昨年10月、東日本高速道路(NEXCO東日本)が施工した東京外郭環状道路(外環道)の調布市の地下トンネル工事で、同じ工法で掘削中に真上の道路が陥没したのを受け、事故防止の取り組みを説明したものだ。
調布の陥没は「特殊な地盤」や施工ミスが原因と強調。JR東海が追加の調査を求める住民側の声に応えることはなかった。実際に掘るまでは、地上への影響を見通せないのがトンネル工事の宿命だ。まして、実際に大規模な陥没が起きたのだから住民に不安が募るのは自然の成り行きだ。
静岡工区の南アルプストンネル工事にも通底するのだが、「着工ありき」の姿勢だけでは地元の不安や不信は払拭できない。川勝知事の4選を機にJR東海は対話を基本とした信頼関係の構築が求められている。“葛西時代”の上から目線のJR東海の悪しき伝統は、もはや通用しないことに気付かない限り、リニア中央新幹線の開通への道筋は見えてこない。

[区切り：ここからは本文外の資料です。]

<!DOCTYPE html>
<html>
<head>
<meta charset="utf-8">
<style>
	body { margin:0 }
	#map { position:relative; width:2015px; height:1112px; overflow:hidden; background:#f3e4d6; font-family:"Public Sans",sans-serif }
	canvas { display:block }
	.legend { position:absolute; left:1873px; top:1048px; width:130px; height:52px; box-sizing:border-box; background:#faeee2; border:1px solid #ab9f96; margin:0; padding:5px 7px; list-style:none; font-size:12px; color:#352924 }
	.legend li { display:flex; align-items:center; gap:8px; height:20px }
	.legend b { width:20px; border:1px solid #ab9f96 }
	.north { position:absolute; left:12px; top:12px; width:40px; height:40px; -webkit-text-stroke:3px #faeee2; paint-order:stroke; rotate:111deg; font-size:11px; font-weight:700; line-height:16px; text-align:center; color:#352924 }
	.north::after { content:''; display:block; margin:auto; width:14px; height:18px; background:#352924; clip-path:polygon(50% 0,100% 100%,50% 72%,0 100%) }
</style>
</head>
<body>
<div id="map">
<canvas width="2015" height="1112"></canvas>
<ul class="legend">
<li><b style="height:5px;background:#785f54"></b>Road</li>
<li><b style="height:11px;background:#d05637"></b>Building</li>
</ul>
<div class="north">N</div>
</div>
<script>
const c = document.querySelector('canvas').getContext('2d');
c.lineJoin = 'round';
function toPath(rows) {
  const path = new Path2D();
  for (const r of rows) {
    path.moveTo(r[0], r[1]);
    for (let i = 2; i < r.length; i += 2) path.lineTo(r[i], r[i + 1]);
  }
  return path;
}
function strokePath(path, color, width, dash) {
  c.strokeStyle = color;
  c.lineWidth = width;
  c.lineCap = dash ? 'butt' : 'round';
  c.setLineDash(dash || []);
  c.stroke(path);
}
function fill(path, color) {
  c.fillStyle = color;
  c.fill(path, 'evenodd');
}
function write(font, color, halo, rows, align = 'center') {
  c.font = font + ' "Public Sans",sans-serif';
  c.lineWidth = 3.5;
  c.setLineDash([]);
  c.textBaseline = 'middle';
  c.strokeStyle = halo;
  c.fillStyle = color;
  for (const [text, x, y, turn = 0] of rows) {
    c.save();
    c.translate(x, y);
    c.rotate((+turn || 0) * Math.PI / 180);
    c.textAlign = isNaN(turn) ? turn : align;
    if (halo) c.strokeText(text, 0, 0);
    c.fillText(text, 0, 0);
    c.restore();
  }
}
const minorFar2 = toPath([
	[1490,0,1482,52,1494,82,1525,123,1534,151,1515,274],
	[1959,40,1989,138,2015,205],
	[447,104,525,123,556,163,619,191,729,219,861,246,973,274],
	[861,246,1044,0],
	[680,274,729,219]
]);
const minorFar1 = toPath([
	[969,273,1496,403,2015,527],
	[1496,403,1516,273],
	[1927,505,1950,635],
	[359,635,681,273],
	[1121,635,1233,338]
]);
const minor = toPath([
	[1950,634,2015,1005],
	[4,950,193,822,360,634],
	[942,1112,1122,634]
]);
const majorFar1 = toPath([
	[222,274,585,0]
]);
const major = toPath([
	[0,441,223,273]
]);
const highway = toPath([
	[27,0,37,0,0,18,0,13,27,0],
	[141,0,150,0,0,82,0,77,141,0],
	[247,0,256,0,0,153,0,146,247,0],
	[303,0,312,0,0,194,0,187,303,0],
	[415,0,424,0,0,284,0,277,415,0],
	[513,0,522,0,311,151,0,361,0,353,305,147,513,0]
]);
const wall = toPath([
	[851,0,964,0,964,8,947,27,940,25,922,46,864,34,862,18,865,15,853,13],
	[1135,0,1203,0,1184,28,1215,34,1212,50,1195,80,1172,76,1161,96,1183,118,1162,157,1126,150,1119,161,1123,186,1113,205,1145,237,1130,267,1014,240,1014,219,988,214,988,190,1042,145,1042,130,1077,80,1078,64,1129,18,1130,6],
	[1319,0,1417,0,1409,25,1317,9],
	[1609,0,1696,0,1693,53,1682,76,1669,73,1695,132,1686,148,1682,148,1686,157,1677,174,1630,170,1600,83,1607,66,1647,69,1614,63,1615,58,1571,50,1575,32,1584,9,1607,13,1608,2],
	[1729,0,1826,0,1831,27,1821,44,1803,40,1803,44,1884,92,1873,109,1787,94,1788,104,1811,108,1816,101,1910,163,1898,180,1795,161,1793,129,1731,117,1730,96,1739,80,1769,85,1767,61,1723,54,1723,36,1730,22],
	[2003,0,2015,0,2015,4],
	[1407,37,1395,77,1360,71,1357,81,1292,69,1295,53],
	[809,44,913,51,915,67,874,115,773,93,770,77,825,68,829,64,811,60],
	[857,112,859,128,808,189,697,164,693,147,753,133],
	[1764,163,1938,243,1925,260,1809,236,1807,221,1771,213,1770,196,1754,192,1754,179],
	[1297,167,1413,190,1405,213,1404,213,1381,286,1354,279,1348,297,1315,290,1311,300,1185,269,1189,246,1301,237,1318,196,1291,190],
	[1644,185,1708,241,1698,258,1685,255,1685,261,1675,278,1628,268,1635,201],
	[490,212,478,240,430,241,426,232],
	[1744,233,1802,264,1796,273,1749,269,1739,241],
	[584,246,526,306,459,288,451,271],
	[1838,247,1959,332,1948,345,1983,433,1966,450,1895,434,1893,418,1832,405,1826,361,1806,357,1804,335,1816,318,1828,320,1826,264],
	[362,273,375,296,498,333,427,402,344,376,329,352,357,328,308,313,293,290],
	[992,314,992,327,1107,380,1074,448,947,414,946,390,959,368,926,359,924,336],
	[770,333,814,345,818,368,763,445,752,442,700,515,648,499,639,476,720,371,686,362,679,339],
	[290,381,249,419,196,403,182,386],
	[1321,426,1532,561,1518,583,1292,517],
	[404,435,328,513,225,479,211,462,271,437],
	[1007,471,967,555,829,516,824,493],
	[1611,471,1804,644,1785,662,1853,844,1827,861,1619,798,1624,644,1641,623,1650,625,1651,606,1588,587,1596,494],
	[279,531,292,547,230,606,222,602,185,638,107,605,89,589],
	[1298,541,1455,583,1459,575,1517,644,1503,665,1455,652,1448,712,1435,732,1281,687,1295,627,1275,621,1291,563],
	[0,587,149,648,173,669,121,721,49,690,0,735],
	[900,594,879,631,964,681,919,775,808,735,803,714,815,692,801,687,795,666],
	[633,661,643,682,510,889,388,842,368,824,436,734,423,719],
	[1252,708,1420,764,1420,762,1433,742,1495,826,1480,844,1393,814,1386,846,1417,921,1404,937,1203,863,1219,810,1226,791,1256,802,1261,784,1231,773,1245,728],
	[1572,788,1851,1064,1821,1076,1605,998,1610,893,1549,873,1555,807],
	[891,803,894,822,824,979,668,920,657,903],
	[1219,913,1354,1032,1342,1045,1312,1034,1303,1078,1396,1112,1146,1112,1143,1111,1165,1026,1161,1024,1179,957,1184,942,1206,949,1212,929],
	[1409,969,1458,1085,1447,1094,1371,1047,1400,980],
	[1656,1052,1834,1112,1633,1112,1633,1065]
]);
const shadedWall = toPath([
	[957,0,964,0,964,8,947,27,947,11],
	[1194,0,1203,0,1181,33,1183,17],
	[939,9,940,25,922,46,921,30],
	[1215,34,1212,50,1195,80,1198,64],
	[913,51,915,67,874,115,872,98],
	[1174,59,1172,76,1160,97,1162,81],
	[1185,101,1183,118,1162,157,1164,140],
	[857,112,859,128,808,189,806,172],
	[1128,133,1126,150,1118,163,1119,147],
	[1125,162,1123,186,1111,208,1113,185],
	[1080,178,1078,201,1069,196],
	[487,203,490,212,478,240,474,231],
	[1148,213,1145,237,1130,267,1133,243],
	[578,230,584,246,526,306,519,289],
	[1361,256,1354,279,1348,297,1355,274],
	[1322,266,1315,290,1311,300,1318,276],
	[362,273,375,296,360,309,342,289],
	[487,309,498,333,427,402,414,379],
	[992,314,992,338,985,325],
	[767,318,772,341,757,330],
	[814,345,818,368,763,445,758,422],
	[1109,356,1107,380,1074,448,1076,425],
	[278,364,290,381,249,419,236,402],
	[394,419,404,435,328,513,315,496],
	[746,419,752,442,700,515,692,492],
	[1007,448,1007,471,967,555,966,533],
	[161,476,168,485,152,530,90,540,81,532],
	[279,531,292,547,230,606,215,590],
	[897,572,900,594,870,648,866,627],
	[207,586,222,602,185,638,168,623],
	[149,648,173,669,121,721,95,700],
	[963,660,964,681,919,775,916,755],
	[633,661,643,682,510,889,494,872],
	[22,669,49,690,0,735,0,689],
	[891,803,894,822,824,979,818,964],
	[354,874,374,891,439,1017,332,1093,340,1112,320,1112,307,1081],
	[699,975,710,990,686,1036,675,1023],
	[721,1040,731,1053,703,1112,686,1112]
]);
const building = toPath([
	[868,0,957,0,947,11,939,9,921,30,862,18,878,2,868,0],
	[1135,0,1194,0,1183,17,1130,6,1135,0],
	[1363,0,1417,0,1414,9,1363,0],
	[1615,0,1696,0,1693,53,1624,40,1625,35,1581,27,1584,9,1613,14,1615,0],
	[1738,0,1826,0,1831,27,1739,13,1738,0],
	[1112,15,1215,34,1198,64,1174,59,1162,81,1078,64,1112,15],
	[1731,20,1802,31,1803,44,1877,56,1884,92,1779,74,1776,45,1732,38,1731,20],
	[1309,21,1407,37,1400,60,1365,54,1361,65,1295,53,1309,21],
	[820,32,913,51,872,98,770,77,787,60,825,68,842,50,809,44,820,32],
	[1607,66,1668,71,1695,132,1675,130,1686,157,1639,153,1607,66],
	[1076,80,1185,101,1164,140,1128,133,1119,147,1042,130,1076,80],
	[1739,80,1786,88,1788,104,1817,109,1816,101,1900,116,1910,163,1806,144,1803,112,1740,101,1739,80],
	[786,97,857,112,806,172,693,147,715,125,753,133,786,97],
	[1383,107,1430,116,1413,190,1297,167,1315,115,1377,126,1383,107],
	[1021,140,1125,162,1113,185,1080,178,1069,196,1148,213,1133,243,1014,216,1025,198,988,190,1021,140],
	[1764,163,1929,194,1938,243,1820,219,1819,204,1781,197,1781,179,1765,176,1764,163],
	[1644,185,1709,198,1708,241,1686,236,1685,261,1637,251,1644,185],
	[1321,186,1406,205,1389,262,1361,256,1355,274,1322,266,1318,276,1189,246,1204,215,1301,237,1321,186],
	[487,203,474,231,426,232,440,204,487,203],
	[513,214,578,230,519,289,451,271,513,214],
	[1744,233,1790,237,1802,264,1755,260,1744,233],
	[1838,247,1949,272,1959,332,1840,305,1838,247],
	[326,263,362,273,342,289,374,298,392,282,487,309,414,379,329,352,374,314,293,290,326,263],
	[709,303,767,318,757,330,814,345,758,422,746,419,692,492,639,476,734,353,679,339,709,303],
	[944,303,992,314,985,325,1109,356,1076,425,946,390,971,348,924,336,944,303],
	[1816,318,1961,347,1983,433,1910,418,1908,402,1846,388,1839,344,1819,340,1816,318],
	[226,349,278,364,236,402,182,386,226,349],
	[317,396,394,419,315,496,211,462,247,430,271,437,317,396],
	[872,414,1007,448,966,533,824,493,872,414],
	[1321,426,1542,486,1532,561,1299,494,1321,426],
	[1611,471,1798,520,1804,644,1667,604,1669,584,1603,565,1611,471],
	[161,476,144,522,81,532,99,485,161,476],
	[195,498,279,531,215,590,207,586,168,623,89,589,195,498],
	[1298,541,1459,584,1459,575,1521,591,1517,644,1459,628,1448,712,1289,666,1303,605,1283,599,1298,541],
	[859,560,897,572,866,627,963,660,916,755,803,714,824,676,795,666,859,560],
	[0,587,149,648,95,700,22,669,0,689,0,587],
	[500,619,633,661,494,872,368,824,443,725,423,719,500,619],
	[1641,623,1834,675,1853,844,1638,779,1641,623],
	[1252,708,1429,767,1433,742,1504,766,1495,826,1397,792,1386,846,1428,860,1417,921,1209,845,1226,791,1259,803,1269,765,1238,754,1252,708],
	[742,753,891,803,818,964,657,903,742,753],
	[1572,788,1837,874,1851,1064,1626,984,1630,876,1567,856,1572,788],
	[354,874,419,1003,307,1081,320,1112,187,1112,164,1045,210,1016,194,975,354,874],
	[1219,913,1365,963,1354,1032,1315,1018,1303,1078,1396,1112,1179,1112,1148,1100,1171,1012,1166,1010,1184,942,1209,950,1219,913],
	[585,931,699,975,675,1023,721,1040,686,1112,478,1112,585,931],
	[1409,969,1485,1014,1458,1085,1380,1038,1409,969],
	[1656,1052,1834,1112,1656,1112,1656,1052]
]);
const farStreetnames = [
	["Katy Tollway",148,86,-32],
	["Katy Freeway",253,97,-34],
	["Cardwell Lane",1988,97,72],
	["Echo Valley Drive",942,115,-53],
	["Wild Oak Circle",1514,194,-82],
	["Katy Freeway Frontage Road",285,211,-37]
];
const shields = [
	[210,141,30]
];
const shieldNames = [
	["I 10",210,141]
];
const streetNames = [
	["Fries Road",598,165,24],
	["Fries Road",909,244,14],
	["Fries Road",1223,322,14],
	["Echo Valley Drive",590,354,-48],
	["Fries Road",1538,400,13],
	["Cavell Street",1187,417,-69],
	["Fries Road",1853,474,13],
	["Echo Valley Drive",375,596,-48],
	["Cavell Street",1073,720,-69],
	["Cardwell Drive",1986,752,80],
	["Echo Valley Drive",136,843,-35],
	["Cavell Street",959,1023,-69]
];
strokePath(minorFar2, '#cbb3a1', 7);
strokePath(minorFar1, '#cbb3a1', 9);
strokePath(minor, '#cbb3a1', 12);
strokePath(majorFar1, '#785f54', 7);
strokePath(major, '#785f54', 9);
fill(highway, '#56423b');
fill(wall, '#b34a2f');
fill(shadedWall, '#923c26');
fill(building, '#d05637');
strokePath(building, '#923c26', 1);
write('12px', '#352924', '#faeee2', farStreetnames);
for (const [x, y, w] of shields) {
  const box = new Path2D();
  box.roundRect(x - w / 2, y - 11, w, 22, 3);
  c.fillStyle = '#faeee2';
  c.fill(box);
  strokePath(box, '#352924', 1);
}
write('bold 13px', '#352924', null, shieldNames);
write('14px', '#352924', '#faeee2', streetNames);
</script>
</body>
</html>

川勝知事は6月22日の記者会見で、リニア中央新幹線の静岡工区のルート変更をJR東海に正式に要請する意向を表明した。要請の時期は国の有識者会議の「工事の環境への影響調査」の報告などを見て判断する、とした。
静岡工区は大井川の地下を通すトンネル工事で県が認可せず未着工になっている。「ルート変更を含む工事の見直し」は川勝氏の持論だが、静岡県として事業主体のJR東海に要請したことはなかった。
今回の知事選で対抗馬だった自民党推薦候補が「ルート変更、工事中止を含め、状況を踏まえて対応したい」と討論会で主張したことから、「自民党と意思疎通し、JR東海にルート変更を申し入れたい」(川勝知事)と正式に表明したわけだ。知事選で完敗した自民党の対応が注目される。川勝知事と歩調を合わせることができるのだろうか。
自民党県連の塩谷立会長(衆院静岡8区)は知事選の結果が判明した6月20日夜、記者団に「お互いに無視するような状況が続いてきた。県のため、県民のため、知事と話し合う機会が必要だ」と述べ、県政全般の課題で意見を交換する必要性があるとの姿勢を示している。
(文=編集部)
【追記】
JR東海は6月23日、名古屋市内のホテルで定時株主総会を開いた。株主からリニア中央新幹線についての質問が相次いだ。宇野護副社長は静岡工区について「ルート変更はあり得ないと考えている」と答えた。
宇野氏は「技術的な条件などを踏まえ今のルートを決めている。既に地権者からの土地の買収も進んでいる」と説明。「ルートの見直しは振り出しに戻ることになる」とした。